Database Management System

A database management system is a program, or collection of programs, that allows any number of users to access and modify the data in a database. Many different DBMS programs are available. Enterprise-level products, such as Oracle, DB2, and Sybase, are designed to manage large corporate or special-purpose database systems. Programs such as Microsoft Access, Corel's Paradox, and Lotus Approach are popular among individual and small-business database users.

The DBMS interface presents the user with data and the tools required to work with the data. Data management functions include: creating tables, entering and editing data, viewing data, sorting records, querying the database, generating reports.

To create a new database, you must first determine what kind of data will be stored in each table. In other words, you must define the table's fields with a three-step process: name the field, specify the field type, specify the field size. Most modern database systems can work with seven predefined field types: text fields, numeric fields, date fields, logical fields (called Boolean fields), binary fields, counter fields (sometimes called autonumber fields) and memo fields (also called description fields).

After the table has been set up, data can be entered. In most cases, entering data is a matter of typing characters at the keyboard. Most DBMSs allow you to create a data entry form to make data entry easier.

Sometimes viewing the entire table is unwieldy because there are too many entries. For displaying a selected list or subset of records from a table filters can be used. They tell the DBMS to display those records that satisfy the condition while hiding – or filtering out – those that do not.

One of the most powerful features of a DBMS is the ability to sort a table of data, either for a printed report or for display on the screen. Sorting arranges records according to the contents of one or more fields. For example, in a table of products, you can sort records into numerical order by product name or into alphabetical order by product name.

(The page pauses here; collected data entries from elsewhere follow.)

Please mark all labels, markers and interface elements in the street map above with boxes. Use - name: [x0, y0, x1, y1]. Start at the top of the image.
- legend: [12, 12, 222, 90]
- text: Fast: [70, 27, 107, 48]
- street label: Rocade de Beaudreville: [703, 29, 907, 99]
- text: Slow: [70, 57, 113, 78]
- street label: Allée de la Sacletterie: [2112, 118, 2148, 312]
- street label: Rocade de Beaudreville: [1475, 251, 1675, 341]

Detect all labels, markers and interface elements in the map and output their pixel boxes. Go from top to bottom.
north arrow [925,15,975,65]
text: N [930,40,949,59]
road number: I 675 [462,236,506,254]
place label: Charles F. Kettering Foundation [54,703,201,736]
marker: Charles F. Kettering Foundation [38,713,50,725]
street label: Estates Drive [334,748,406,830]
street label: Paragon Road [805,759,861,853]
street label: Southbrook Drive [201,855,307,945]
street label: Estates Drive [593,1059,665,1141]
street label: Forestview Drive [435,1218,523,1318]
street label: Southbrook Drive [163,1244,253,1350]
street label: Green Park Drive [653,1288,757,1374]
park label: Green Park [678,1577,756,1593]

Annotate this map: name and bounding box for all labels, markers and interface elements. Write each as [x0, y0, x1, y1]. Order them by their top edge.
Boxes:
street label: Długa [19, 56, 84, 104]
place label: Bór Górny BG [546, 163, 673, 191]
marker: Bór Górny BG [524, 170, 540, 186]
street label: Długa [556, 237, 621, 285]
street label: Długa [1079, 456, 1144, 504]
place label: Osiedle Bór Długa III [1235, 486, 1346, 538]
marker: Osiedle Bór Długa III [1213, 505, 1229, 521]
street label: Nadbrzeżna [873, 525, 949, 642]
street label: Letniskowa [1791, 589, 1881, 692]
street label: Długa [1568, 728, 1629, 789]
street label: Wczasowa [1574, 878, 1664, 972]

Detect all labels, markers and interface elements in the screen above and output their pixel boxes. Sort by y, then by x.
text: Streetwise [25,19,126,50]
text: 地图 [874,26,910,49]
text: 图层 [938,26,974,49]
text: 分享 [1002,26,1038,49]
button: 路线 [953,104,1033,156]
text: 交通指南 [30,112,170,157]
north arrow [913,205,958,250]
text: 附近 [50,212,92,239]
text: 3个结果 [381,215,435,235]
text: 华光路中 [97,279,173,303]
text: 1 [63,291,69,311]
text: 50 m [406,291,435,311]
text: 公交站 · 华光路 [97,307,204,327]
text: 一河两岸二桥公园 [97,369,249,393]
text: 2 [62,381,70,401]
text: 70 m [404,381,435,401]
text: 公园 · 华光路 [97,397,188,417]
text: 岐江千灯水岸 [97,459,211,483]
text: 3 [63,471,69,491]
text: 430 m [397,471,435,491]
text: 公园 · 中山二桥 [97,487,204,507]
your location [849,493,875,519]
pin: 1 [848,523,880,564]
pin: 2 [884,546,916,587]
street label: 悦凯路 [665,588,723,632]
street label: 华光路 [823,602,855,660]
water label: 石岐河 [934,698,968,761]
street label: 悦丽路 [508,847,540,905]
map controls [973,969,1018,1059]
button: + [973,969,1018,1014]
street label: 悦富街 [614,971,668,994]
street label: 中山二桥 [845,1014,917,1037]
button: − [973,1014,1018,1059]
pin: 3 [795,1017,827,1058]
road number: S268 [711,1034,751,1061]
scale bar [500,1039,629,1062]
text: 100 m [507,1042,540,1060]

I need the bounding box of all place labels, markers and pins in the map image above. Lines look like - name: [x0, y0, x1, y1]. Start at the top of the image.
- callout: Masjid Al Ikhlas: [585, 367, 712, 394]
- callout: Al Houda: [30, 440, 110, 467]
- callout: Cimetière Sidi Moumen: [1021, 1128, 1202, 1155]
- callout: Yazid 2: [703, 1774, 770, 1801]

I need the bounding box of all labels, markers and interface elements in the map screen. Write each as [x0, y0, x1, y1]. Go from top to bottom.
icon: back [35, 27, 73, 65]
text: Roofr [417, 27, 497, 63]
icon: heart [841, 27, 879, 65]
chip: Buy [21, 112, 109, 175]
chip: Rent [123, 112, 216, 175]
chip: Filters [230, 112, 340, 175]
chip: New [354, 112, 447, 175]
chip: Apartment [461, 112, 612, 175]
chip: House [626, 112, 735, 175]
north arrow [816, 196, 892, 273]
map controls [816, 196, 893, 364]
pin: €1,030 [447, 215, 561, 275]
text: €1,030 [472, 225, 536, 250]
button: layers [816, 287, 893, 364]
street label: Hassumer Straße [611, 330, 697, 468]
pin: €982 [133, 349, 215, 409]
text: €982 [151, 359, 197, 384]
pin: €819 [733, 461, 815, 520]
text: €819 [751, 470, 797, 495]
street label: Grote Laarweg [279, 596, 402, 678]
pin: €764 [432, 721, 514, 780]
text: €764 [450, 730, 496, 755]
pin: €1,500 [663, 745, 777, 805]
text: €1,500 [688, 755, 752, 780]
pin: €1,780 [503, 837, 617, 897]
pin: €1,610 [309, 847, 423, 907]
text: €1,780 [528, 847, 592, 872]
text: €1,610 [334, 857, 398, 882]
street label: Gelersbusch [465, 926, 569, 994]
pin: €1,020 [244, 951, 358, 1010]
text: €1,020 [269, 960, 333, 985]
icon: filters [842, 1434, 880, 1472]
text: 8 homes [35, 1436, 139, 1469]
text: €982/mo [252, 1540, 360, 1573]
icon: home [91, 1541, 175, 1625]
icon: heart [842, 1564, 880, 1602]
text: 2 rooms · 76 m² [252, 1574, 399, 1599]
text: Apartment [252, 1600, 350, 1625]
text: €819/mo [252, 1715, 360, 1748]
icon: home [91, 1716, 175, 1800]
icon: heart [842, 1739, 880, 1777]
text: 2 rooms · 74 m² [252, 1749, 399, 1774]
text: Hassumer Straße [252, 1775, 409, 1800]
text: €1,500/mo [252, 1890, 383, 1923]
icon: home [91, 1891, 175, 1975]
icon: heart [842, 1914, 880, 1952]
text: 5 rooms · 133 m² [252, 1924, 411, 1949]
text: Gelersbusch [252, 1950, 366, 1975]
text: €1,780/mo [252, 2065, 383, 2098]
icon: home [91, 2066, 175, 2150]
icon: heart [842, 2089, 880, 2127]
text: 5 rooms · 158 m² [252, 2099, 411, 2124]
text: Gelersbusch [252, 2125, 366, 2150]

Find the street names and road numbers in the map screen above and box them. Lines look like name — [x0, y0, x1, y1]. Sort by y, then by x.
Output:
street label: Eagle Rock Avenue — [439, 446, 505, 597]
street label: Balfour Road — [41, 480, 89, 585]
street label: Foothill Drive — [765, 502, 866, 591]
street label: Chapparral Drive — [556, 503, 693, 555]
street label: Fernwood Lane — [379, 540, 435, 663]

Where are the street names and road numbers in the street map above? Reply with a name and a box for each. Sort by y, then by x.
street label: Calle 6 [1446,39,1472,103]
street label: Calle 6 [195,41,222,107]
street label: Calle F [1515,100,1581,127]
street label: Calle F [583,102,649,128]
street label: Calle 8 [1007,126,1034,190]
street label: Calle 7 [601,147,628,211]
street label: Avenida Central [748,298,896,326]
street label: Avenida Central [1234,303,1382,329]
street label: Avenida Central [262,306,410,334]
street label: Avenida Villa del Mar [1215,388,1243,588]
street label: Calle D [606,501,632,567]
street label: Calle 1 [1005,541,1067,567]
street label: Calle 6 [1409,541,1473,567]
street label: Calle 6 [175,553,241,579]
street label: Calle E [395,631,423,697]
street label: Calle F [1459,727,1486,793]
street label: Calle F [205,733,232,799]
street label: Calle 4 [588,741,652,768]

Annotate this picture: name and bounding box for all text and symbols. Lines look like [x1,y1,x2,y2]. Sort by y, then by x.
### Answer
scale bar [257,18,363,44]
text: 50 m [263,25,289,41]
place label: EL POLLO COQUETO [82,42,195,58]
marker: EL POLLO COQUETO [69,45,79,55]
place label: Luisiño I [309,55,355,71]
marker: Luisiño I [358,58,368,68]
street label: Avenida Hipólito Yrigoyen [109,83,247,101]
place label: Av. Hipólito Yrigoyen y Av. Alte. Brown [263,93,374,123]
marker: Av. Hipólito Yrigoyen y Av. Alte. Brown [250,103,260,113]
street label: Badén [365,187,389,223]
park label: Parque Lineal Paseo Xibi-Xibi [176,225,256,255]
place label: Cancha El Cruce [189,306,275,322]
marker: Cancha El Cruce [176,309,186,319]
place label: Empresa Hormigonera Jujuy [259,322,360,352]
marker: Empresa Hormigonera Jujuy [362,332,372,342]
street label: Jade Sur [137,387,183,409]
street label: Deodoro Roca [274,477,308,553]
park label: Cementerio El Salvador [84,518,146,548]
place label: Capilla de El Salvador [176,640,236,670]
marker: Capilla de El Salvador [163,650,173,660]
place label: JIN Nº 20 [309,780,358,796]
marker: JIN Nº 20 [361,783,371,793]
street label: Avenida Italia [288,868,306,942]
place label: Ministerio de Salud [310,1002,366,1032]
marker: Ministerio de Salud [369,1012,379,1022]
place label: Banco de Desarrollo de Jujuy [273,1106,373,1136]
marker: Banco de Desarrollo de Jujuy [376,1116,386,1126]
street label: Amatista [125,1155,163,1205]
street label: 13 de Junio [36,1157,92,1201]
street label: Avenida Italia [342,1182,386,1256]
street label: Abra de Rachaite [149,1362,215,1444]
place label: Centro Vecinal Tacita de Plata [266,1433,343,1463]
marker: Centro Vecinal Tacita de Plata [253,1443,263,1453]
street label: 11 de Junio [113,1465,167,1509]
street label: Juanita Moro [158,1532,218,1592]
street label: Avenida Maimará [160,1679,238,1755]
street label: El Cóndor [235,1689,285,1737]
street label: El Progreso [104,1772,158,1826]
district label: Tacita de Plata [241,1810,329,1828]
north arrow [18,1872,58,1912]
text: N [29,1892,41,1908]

You can enter expressions or criteria that allow the DBMS to locate records, establish relationships or links between tables to update records, list a subset of records, perform calculations, delete obsolete records, perform other data management tasks. Any of these types of requests is called a query, a user-constructed statement that describes data and sets criteria so that the DBMS can gather the relevant data and construct specific information. In the mid 1970s mainframe database developers created the Structured English QUEry Language (SEQUEL), and its later variant SQL. They are English-like query languages that allow the user to query a database without knowing much about the underlying database structure. In addition to SQL, PC-based databases sometimes use a query/programming language called Xbase.

Not all DBMS operations have to occur on screen. Just as forms can be based on queries, so can reports. A report is printed information that, like a query result, is assembled by gathering data based on user-supplied criteria. In fact, report generators in most DBMSs create reports from queries.